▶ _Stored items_
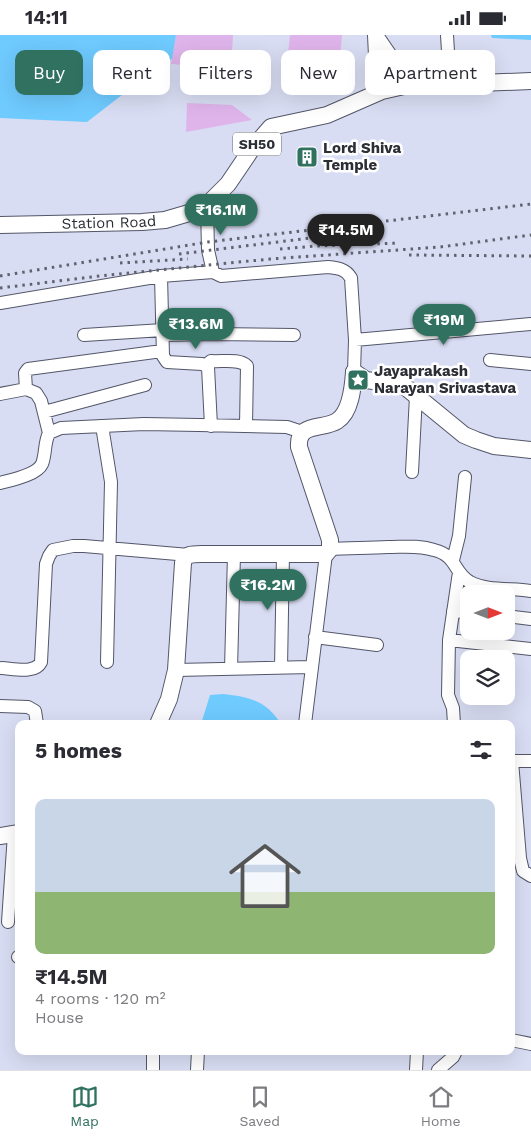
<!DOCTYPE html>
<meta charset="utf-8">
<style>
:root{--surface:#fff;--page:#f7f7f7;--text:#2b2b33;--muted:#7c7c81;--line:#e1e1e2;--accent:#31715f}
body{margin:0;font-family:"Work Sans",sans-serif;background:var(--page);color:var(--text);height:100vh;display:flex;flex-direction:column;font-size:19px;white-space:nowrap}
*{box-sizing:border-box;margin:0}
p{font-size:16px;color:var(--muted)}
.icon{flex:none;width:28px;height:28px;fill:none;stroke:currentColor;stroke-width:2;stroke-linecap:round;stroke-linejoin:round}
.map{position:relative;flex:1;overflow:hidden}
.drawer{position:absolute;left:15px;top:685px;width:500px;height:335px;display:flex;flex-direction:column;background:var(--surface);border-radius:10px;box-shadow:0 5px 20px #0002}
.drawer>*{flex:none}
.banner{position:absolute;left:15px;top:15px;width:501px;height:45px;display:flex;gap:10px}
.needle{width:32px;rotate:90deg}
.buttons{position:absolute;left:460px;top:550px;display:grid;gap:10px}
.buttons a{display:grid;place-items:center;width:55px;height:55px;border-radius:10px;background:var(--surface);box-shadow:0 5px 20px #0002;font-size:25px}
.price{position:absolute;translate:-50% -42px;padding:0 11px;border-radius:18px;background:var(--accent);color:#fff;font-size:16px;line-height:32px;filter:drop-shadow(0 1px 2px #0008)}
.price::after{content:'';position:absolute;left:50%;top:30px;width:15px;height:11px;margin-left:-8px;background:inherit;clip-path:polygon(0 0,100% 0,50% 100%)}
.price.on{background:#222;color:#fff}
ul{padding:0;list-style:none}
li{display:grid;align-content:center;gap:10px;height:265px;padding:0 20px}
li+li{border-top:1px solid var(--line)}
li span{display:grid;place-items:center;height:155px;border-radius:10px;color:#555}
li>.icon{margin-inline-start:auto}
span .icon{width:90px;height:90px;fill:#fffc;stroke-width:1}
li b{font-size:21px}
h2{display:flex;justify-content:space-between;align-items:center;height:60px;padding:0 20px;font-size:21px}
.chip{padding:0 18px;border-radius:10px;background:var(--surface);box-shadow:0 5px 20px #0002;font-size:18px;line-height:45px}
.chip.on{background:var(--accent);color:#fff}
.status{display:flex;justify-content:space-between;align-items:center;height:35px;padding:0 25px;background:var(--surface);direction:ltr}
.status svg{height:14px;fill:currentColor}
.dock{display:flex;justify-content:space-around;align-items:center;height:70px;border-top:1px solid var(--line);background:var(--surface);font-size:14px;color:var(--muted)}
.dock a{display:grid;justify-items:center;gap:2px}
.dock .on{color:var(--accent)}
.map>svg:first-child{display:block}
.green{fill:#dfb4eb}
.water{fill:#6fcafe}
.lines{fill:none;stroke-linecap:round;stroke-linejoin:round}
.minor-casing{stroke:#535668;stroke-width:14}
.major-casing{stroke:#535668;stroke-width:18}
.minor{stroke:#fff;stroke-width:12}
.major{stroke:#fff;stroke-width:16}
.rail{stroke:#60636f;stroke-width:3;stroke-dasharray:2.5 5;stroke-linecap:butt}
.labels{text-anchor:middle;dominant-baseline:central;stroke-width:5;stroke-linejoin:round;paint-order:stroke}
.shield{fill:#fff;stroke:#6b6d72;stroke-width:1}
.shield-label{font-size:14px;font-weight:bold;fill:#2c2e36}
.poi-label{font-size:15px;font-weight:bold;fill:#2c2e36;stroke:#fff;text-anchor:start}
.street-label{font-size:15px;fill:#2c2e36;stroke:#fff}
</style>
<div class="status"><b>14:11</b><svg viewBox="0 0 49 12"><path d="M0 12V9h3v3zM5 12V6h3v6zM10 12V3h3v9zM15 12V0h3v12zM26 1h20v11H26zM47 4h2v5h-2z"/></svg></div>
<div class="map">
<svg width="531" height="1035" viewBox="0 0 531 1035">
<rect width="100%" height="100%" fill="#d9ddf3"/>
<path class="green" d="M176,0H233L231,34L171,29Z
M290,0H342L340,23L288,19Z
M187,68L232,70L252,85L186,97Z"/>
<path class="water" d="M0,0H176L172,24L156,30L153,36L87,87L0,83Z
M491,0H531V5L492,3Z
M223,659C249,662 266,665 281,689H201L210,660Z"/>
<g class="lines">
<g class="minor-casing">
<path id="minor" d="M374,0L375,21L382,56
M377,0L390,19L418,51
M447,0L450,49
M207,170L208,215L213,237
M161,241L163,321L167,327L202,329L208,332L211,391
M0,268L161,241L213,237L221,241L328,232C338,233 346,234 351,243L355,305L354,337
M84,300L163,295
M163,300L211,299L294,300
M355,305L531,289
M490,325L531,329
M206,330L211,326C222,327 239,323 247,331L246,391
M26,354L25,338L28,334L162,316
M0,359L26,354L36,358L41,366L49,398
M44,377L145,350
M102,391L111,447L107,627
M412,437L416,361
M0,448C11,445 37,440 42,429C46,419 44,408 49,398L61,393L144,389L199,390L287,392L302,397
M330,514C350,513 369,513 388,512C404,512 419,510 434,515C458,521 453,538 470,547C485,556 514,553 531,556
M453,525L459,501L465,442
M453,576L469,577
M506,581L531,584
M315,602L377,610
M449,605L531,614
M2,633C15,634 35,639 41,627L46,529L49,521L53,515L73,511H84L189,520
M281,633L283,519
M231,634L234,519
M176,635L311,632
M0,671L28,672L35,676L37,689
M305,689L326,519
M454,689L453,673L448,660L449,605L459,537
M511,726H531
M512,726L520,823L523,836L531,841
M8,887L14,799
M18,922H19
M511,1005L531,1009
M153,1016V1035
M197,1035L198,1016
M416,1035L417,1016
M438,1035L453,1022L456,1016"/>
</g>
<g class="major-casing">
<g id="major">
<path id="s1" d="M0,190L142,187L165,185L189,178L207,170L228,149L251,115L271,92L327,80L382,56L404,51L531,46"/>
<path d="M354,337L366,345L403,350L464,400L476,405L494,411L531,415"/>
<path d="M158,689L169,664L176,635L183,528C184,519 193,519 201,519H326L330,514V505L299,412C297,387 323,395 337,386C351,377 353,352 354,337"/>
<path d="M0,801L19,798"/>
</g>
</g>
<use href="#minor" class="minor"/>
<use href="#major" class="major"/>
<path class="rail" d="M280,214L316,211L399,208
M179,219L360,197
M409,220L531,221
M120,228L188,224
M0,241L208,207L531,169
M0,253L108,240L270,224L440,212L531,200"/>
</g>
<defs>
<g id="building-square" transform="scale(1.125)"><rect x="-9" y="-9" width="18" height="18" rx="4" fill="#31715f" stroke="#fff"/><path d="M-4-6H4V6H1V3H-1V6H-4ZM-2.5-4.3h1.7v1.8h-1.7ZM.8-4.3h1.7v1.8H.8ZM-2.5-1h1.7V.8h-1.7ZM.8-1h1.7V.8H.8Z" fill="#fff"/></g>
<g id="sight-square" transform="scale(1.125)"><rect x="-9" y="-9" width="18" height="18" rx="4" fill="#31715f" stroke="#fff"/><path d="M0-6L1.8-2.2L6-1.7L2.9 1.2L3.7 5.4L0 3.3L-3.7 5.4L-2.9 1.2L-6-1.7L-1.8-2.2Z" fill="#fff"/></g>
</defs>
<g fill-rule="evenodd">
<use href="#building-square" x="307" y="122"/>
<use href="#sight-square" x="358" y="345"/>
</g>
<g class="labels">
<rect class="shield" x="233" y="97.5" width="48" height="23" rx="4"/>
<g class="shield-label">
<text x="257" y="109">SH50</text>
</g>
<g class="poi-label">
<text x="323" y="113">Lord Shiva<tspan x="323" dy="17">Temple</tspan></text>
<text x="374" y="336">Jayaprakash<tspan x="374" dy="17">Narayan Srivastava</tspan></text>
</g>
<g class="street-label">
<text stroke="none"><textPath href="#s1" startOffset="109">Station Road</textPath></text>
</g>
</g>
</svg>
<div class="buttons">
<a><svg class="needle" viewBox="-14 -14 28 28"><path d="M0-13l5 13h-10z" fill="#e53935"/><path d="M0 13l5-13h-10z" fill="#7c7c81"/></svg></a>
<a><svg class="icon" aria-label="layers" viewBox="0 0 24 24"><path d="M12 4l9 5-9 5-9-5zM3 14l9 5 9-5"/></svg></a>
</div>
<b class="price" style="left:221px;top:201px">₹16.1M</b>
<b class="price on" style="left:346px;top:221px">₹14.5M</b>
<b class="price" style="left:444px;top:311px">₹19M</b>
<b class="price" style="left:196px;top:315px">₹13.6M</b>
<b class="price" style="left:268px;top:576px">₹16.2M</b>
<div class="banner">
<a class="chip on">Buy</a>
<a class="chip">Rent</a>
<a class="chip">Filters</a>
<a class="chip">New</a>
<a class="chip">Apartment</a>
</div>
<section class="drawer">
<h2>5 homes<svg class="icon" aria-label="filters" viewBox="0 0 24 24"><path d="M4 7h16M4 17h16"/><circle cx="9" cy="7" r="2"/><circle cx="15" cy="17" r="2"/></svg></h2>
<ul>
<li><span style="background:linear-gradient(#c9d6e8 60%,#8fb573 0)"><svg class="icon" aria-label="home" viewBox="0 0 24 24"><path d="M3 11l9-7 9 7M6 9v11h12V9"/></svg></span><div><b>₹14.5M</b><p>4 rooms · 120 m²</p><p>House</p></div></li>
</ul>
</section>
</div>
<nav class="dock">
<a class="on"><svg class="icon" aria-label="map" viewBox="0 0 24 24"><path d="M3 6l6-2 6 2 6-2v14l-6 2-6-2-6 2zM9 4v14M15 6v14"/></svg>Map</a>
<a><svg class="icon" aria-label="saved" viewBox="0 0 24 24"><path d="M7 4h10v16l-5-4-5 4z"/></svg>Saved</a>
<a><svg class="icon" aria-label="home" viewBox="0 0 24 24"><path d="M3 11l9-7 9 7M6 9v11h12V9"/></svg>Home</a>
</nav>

▶ _WORK INSTRUCTIONS_
Return, from the entries, each line that holds "href".

▶ _EXERCISE RESPONSE_
<use href="#minor" class="minor"/>
<use href="#major" class="major"/>
<use href="#building-square" x="307" y="122"/>
<use href="#sight-square" x="358" y="345"/>
<text stroke="none"><textPath href="#s1" startOffset="109">Station Road</textPath></text>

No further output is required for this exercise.